Dal makhani is one of the creamiest dals; it leaves a luxurious texture on your tongue imparted by the cream and butter but also by the soft beans. For an extra-rich flavor, top the dal with a few small dabs of salted butter before you add the garnish.

This comfort food contrasts pleasingly with plain rice or flat bread like paratha, and yogurt or raita on the side provide cool contrast. 

This dal is special because it gets it unique fiery flavor from the large amount of garlic and ginger used; if you prefer a milder dose of heat, reduce their quantities by half. The hint of cayenne in this dal adds a third note of heat. 

The dhungar method of smoking utilizes the principle of smoking fat and infusing it into food by entrapping the smoke in a small enclosed space.


Pick through the beans and discard any dirt or stones; transfer to a medium bowl and rinse under running tap water, then add enough clean water to cover the beans by 1 in (2.5 cm) and soak overnight.  

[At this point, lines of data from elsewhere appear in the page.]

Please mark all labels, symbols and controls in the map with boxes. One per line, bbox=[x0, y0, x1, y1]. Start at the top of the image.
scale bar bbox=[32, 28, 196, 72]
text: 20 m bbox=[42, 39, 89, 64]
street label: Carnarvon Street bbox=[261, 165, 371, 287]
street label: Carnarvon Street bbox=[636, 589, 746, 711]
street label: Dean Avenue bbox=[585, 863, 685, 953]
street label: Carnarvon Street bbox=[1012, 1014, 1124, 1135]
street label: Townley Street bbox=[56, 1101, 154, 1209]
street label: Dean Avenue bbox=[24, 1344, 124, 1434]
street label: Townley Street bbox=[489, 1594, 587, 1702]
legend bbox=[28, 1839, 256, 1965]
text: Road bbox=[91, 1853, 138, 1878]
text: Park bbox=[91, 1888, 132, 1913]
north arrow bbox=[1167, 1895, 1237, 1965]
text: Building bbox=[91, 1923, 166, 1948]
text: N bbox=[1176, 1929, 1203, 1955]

The next day, discard the water. Place the beans in a medium saucepan or Dutch oven. Add 4 cups (960 ml) of water and the baking soda and bring the contents to a rolling boil over high heat. Lower the heat to a simmer, cover with a lid, and cook for 30 to 45 minutes, until the beans are tender and almost falling apart. Remove from the heat and transfer the beans with the liquid to a large bowl. Rinse the saucepan and wipe it dry.  

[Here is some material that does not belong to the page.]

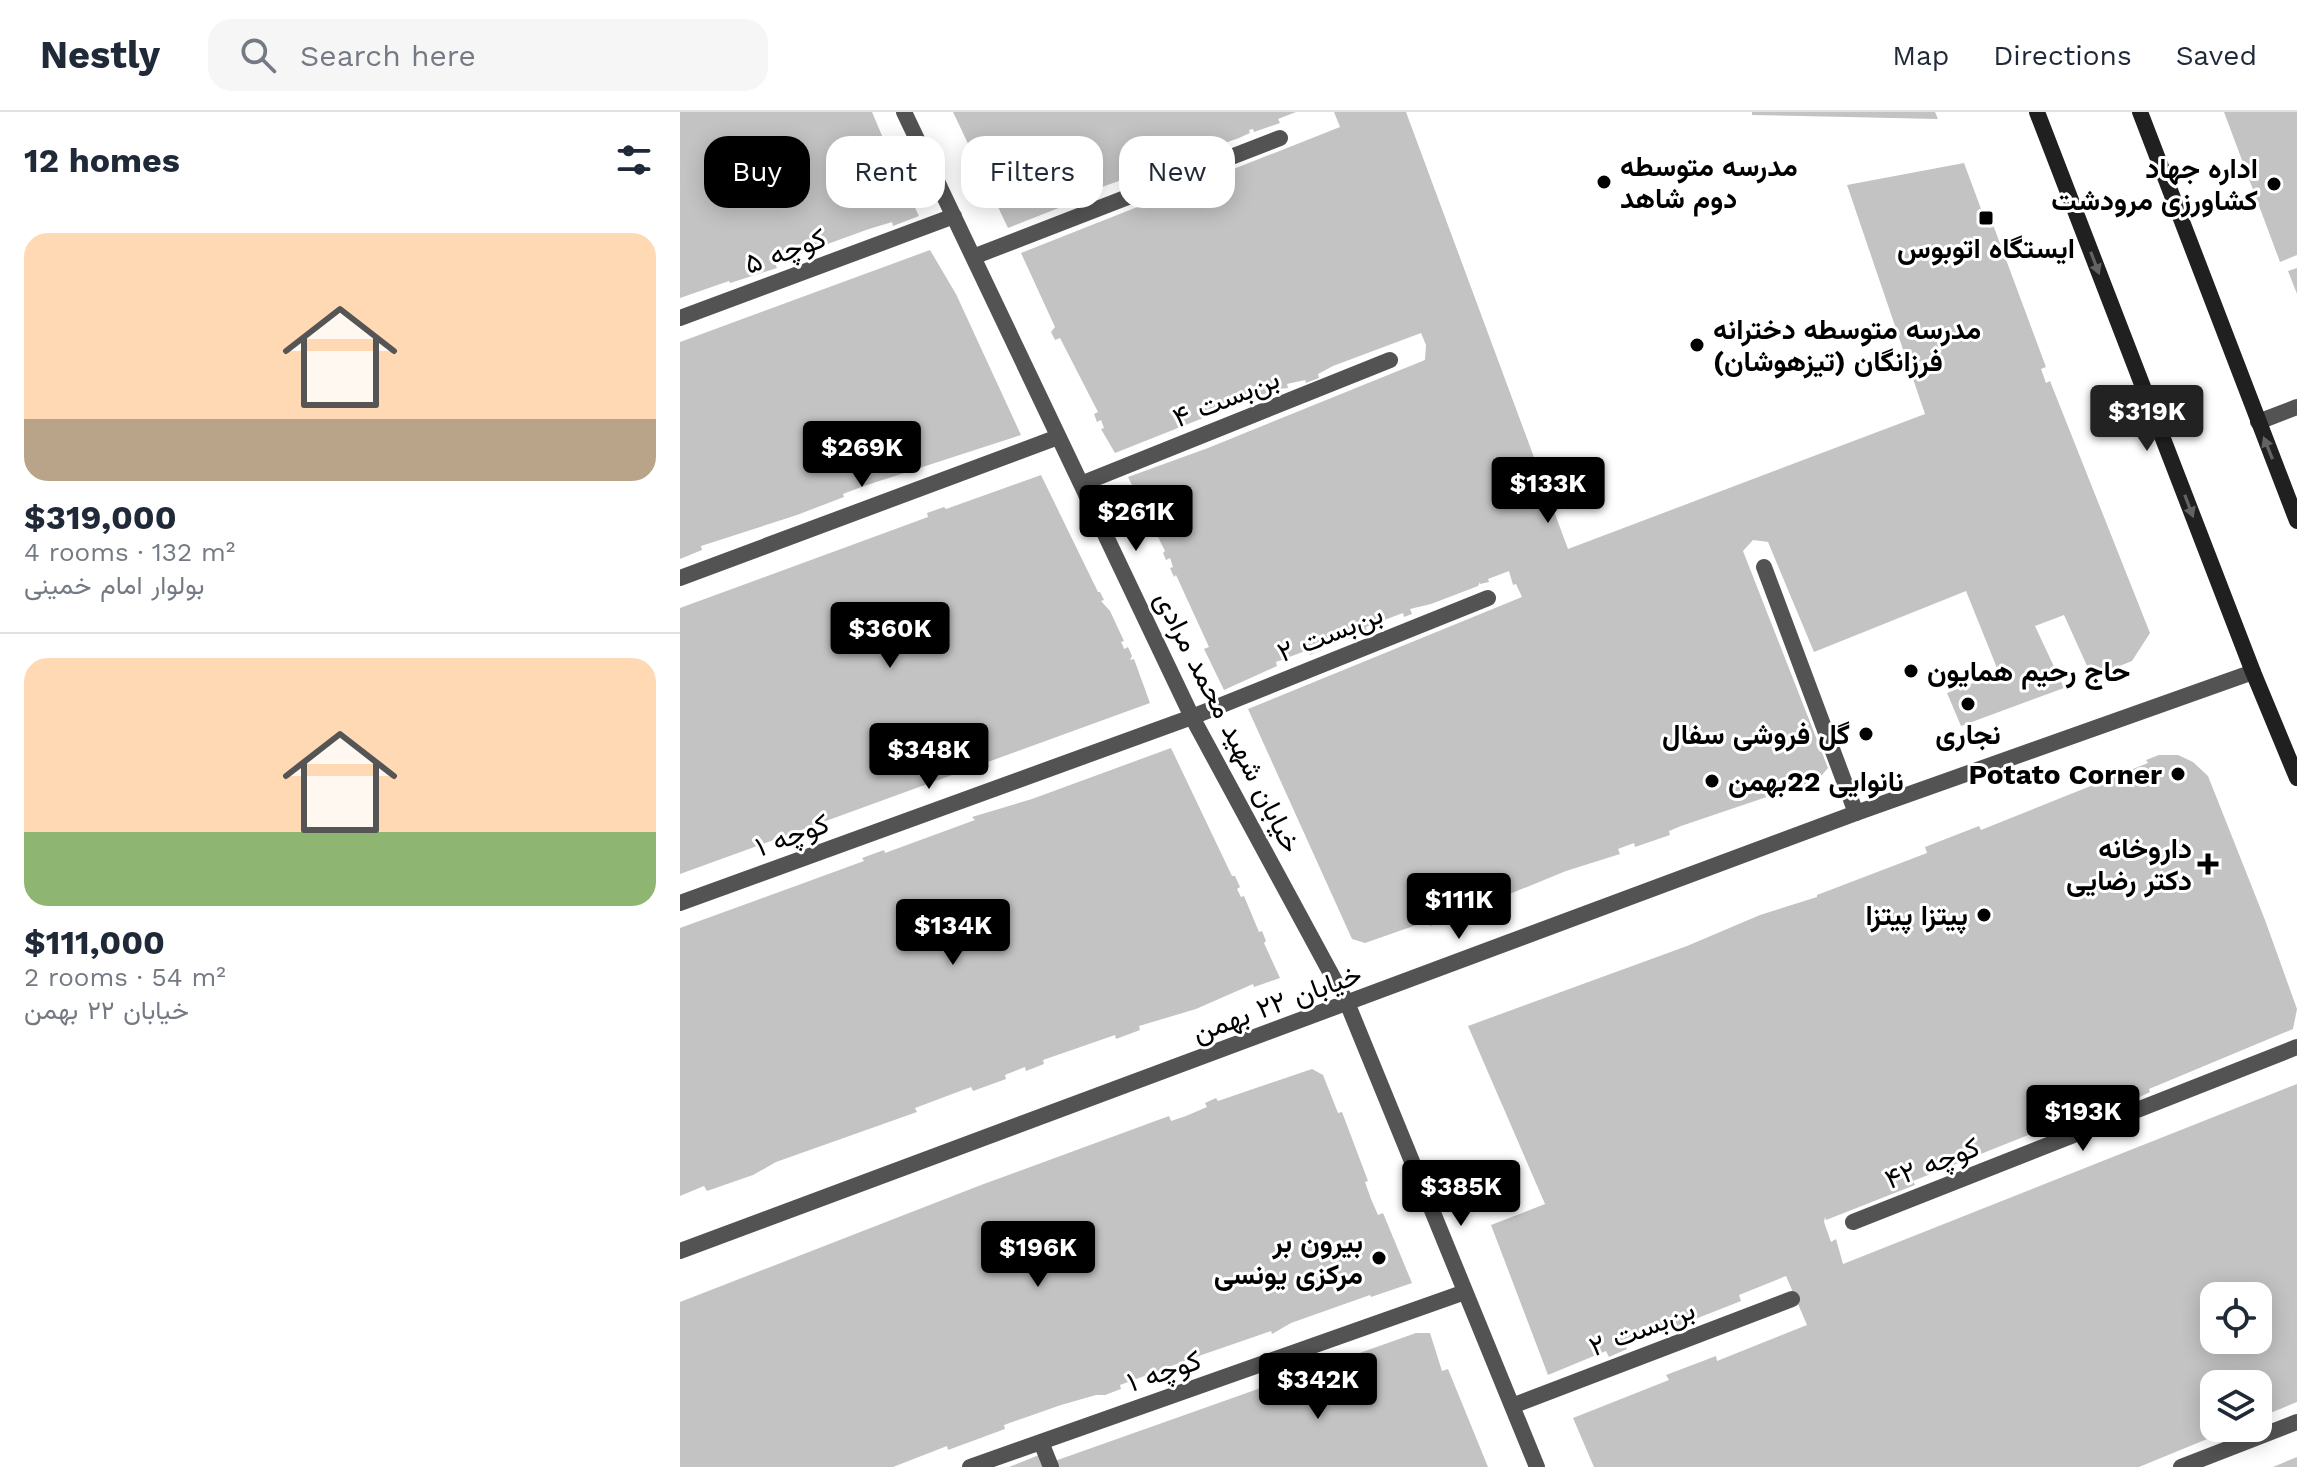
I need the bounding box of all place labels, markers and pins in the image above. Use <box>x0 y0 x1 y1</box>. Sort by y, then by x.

Quarter the onion and add it with the garlic in a blender. Mince half of the ginger, add it to the blender, and pulse until it forms a smooth paste. If needed, add a bit of the water from the dal to the blender to help things move around.  

Melt 2 tablespoons of the ghee in the saucepan over medium-high heat. Add the garam masala and turmeric and cook for 30 to 45 seconds, stirring constantly, until the spices start to release their aroma. Add the tomato paste and sauté for 2 to 3 minutes. Turn the heat to medium-low, stir in the onion mixture, and cook for 10 to 15 minutes, stirring occasionally, until most of the liquid has cooked away and the ghee separates from the mixture. Return the cooked beans with their liquid to the saucepan and stir in the cayenne. Season with salt. Increase the heat to high and bring the contents to a boil. Stir occasionally to prevent the beans from sticking to the bottom of the saucepan. Lower the heat to a gentle simmer. Stir in the cream and remove from the heat.  

Make the tadka. Melt the remaining ghee in a small, dry saucepan over medium-high heat. Cut the remaining ginger into matchsticks and fry them in the hot ghee for about 1 minute, until the strips just start to turn golden brown. Pour the fried ginger and ghee over the dal. Garnish with the cilantro, if using, and serve hot.


The Dhungar Method 

This method is used by some to add a smoky aroma to the dal (and other dishes). Do this after the cream is added to the dal, then proceed with fried ginger step. Don’t forget to switch the stove off while doing this. The density of the dal will keep the onion or bowl afloat, and it won’t sink.


A small, shallow metal bowl or a medium onion, hollowed out in the center
1 to 2 in (2.5 to 5 cm) piece charcoal
1 tablespoon ghee


Place the metal bowl or onion in the center of the dal. Using a pair of tongs, burn the charcoal over a flame until it turns red hot. Carefully place the live charcoal in the center of the bowl and drop the ghee on the hot charcoal. It will start to smoke. 

Cover the saucepan with a lid to trap the smoke and let it sit for 5 minutes. Remove the lid, the wire rack (if using), and the bowl or onion and safely discard the charcoal. Proceed with the fried ginger in the recipe.